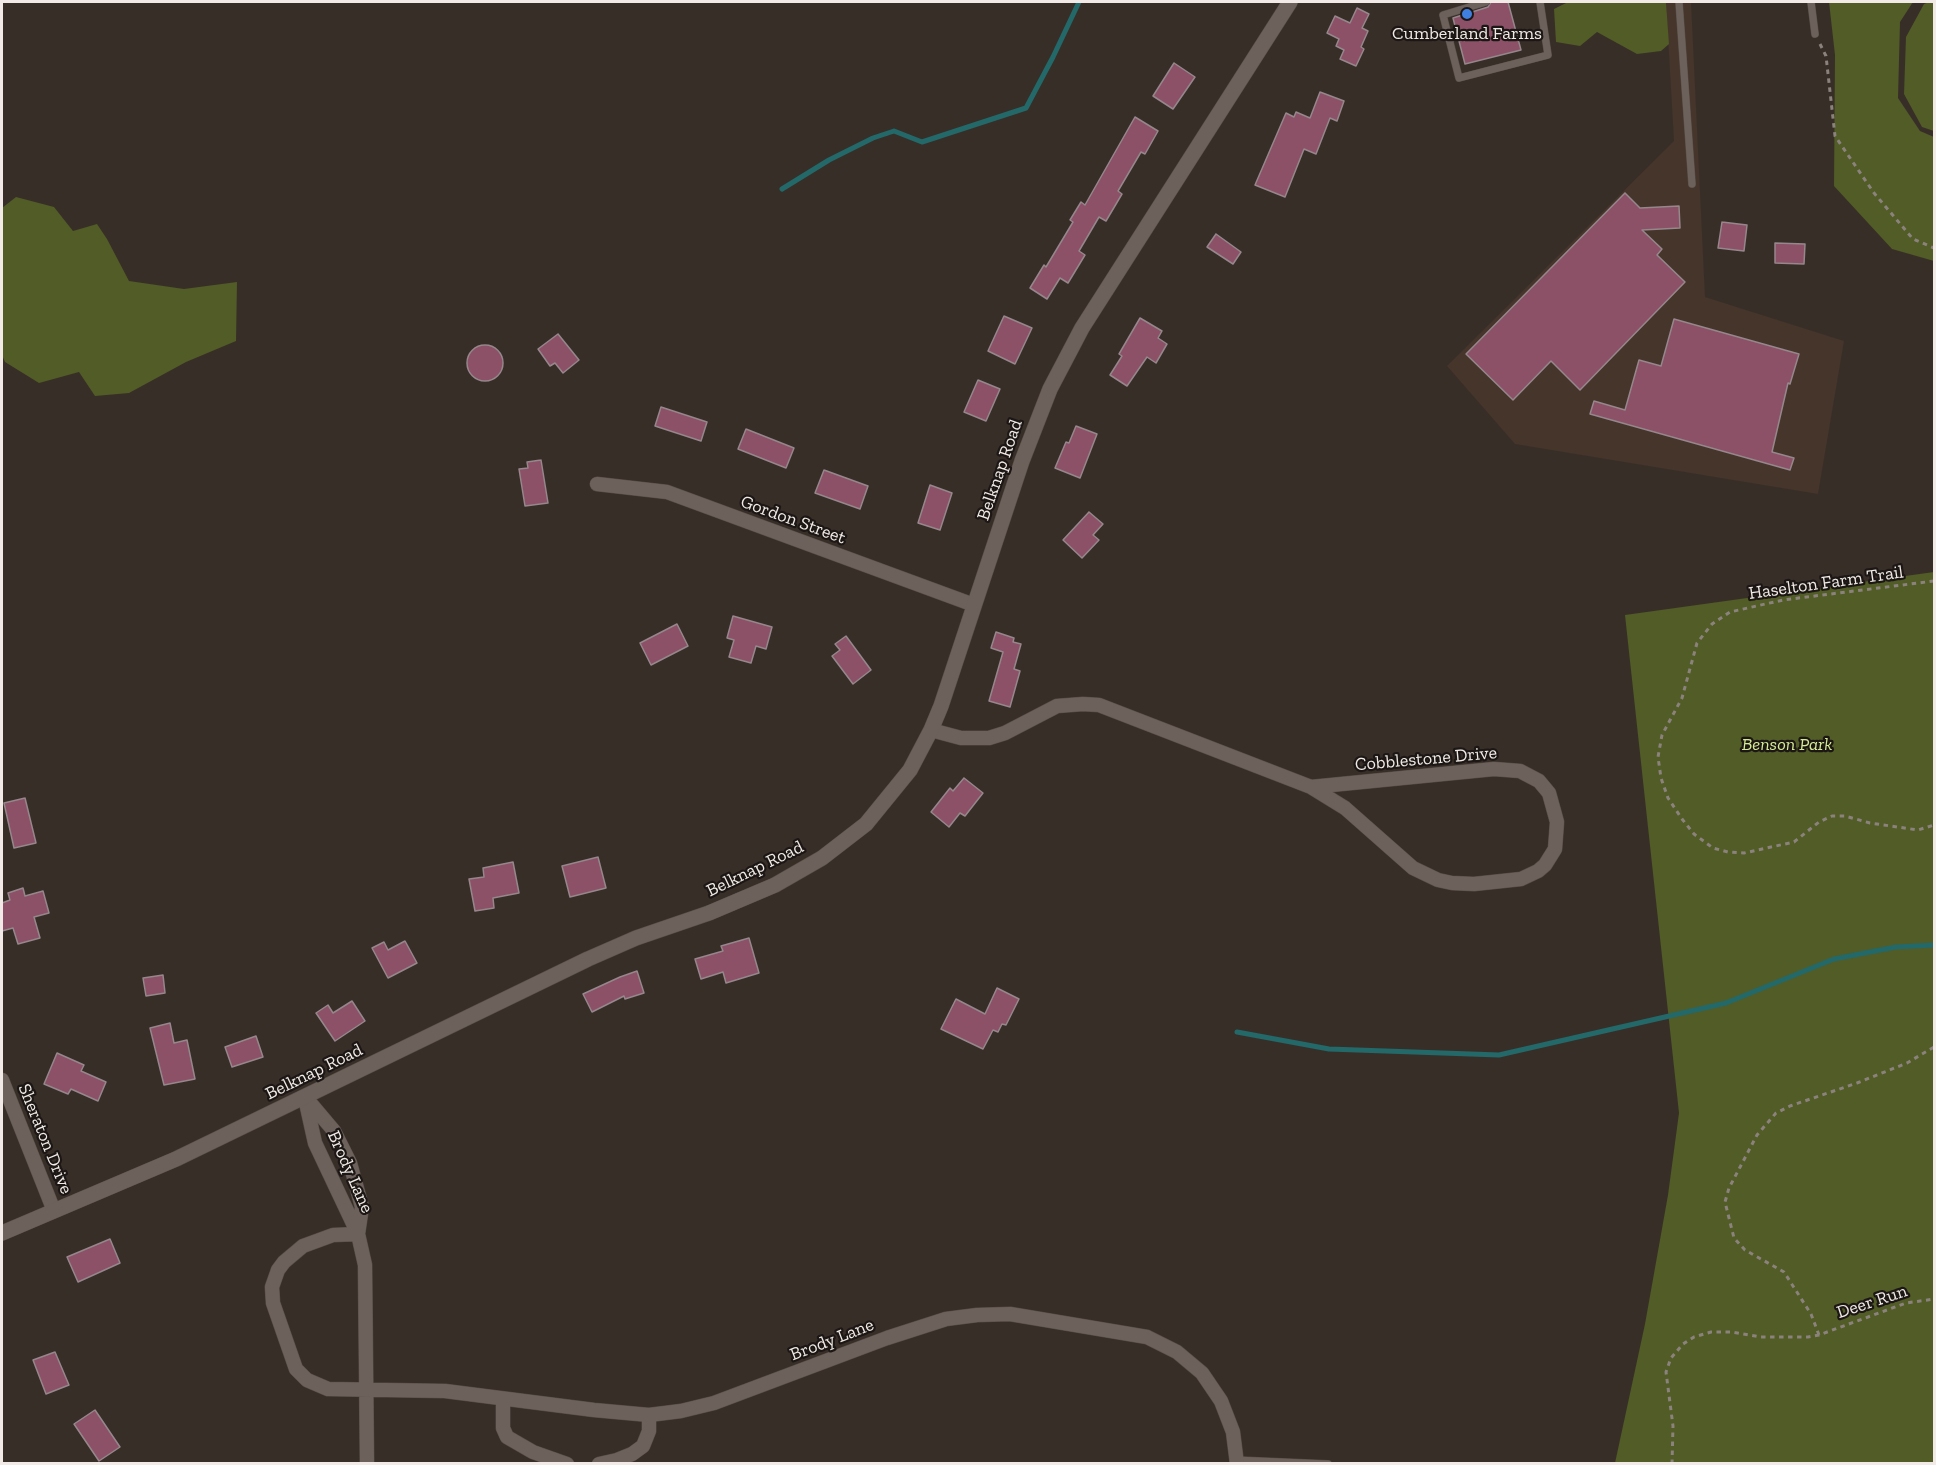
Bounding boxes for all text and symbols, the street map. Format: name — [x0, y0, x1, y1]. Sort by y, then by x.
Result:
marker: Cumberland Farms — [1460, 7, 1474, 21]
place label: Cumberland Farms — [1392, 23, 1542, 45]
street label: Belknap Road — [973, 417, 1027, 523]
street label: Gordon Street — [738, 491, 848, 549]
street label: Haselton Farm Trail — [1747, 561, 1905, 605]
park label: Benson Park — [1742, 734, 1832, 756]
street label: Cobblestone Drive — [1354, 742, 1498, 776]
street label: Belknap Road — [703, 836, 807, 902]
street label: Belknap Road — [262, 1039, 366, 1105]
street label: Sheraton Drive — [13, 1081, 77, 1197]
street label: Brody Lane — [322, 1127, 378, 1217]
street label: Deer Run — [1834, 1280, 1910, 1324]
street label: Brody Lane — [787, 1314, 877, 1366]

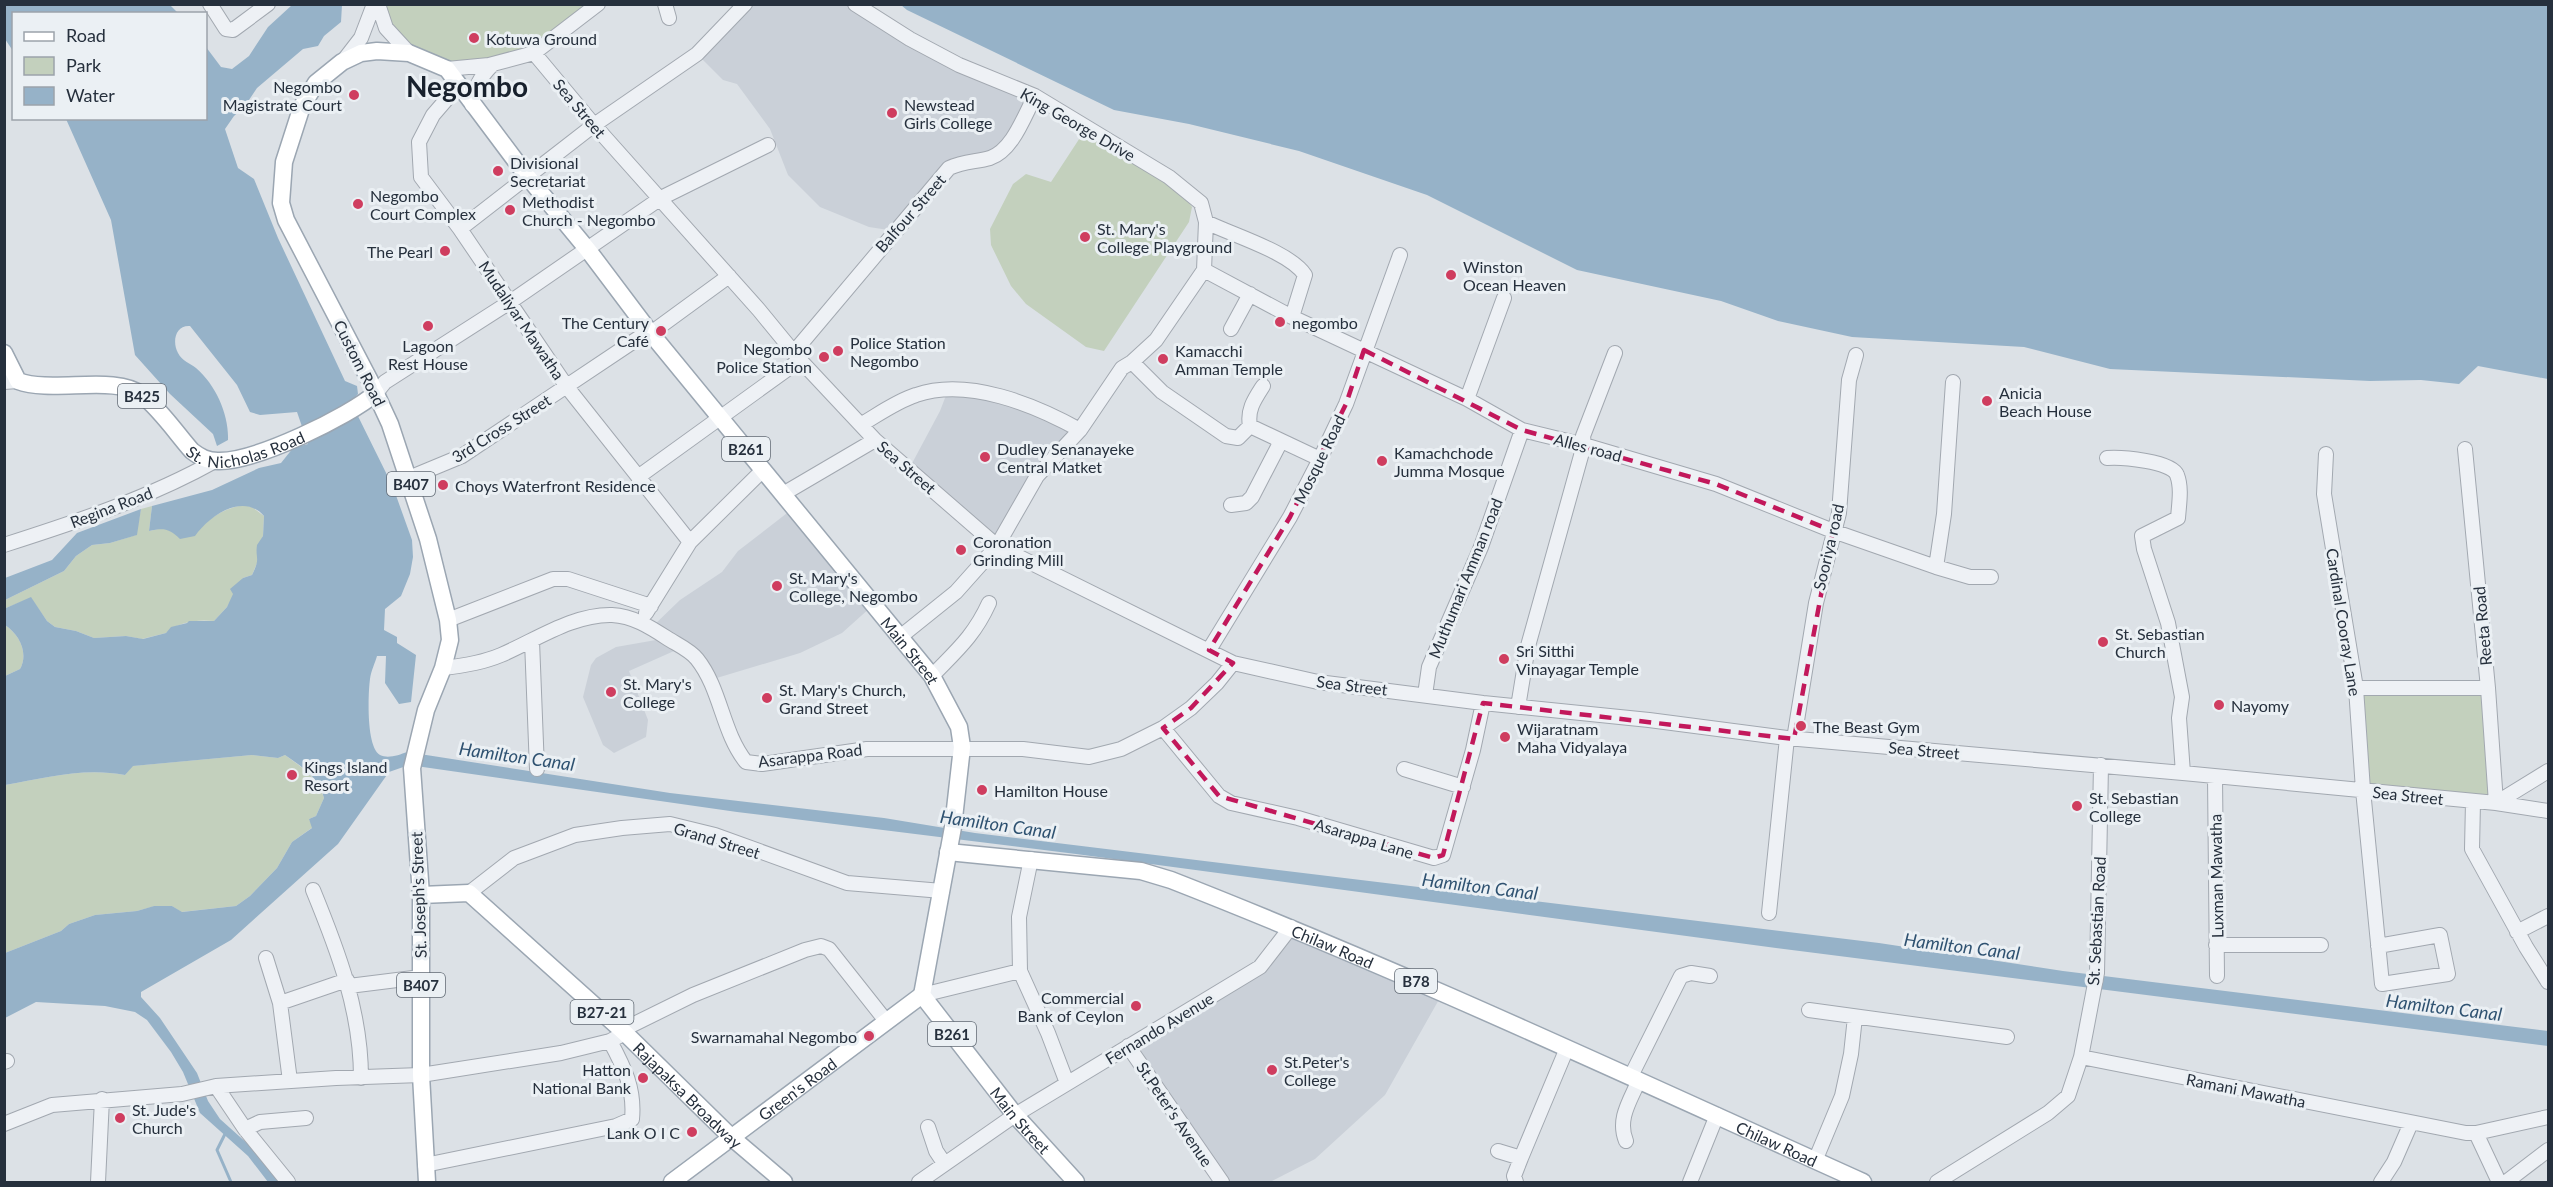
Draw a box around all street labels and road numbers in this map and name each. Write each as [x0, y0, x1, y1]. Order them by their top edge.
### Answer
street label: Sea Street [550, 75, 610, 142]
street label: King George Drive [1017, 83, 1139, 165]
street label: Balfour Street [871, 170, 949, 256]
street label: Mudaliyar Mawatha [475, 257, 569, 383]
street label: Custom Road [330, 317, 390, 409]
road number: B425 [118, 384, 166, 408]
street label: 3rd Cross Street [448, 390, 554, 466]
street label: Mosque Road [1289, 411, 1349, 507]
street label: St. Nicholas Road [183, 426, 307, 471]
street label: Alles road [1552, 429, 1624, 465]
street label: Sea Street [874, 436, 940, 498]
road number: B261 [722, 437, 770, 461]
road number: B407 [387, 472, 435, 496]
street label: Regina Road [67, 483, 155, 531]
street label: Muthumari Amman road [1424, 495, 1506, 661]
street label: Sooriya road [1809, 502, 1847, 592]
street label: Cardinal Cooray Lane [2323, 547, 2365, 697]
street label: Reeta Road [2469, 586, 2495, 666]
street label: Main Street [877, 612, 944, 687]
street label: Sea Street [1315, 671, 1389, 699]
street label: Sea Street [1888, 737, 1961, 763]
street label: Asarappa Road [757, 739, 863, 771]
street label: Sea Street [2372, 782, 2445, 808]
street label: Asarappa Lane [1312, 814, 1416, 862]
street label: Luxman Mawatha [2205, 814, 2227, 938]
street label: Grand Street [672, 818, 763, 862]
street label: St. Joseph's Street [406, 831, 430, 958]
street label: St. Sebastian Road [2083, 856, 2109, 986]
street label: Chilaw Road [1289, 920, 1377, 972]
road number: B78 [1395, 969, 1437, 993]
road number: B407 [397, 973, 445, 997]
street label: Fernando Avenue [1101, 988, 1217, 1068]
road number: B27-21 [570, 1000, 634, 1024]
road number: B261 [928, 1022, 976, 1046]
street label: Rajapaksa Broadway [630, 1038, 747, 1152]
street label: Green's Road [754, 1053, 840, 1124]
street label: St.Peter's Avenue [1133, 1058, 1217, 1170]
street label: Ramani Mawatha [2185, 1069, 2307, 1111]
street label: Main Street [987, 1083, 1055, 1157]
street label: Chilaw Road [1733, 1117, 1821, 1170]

HOW TO COMPLETE THIS TASK
Down to the last line, print the material exactly, but not its pictures.

SOLUTION TO THE PROBLEM
Bounding boxes for all text and symbols, the street map. Format: name — [x0, y0, x1, y1]. Sort by y, then by x.
Result:
marker: Cumberland Farms — [1460, 7, 1474, 21]
place label: Cumberland Farms — [1392, 23, 1542, 45]
street label: Belknap Road — [973, 417, 1027, 523]
street label: Gordon Street — [738, 491, 848, 549]
street label: Haselton Farm Trail — [1747, 561, 1905, 605]
park label: Benson Park — [1742, 734, 1832, 756]
street label: Cobblestone Drive — [1354, 742, 1498, 776]
street label: Belknap Road — [703, 836, 807, 902]
street label: Belknap Road — [262, 1039, 366, 1105]
street label: Sheraton Drive — [13, 1081, 77, 1197]
street label: Brody Lane — [322, 1127, 378, 1217]
street label: Deer Run — [1834, 1280, 1910, 1324]
street label: Brody Lane — [787, 1314, 877, 1366]

Draw a box around all street labels and road numbers in this map and name each. Write each as [x0, y0, x1, y1]. Order them by their top edge.
### Answer
street label: Sea Street [550, 75, 610, 142]
street label: King George Drive [1017, 83, 1139, 165]
street label: Balfour Street [871, 170, 949, 256]
street label: Mudaliyar Mawatha [475, 257, 569, 383]
street label: Custom Road [330, 317, 390, 409]
road number: B425 [118, 384, 166, 408]
street label: 3rd Cross Street [448, 390, 554, 466]
street label: Mosque Road [1289, 411, 1349, 507]
street label: St. Nicholas Road [183, 426, 307, 471]
street label: Alles road [1552, 429, 1624, 465]
street label: Sea Street [874, 436, 940, 498]
road number: B261 [722, 437, 770, 461]
road number: B407 [387, 472, 435, 496]
street label: Regina Road [67, 483, 155, 531]
street label: Muthumari Amman road [1424, 495, 1506, 661]
street label: Sooriya road [1809, 502, 1847, 592]
street label: Cardinal Cooray Lane [2323, 547, 2365, 697]
street label: Reeta Road [2469, 586, 2495, 666]
street label: Main Street [877, 612, 944, 687]
street label: Sea Street [1315, 671, 1389, 699]
street label: Sea Street [1888, 737, 1961, 763]
street label: Asarappa Road [757, 739, 863, 771]
street label: Sea Street [2372, 782, 2445, 808]
street label: Asarappa Lane [1312, 814, 1416, 862]
street label: Luxman Mawatha [2205, 814, 2227, 938]
street label: Grand Street [672, 818, 763, 862]
street label: St. Joseph's Street [406, 831, 430, 958]
street label: St. Sebastian Road [2083, 856, 2109, 986]
street label: Chilaw Road [1289, 920, 1377, 972]
road number: B78 [1395, 969, 1437, 993]
road number: B407 [397, 973, 445, 997]
street label: Fernando Avenue [1101, 988, 1217, 1068]
road number: B27-21 [570, 1000, 634, 1024]
road number: B261 [928, 1022, 976, 1046]
street label: Rajapaksa Broadway [630, 1038, 747, 1152]
street label: Green's Road [754, 1053, 840, 1124]
street label: St.Peter's Avenue [1133, 1058, 1217, 1170]
street label: Ramani Mawatha [2185, 1069, 2307, 1111]
street label: Main Street [987, 1083, 1055, 1157]
street label: Chilaw Road [1733, 1117, 1821, 1170]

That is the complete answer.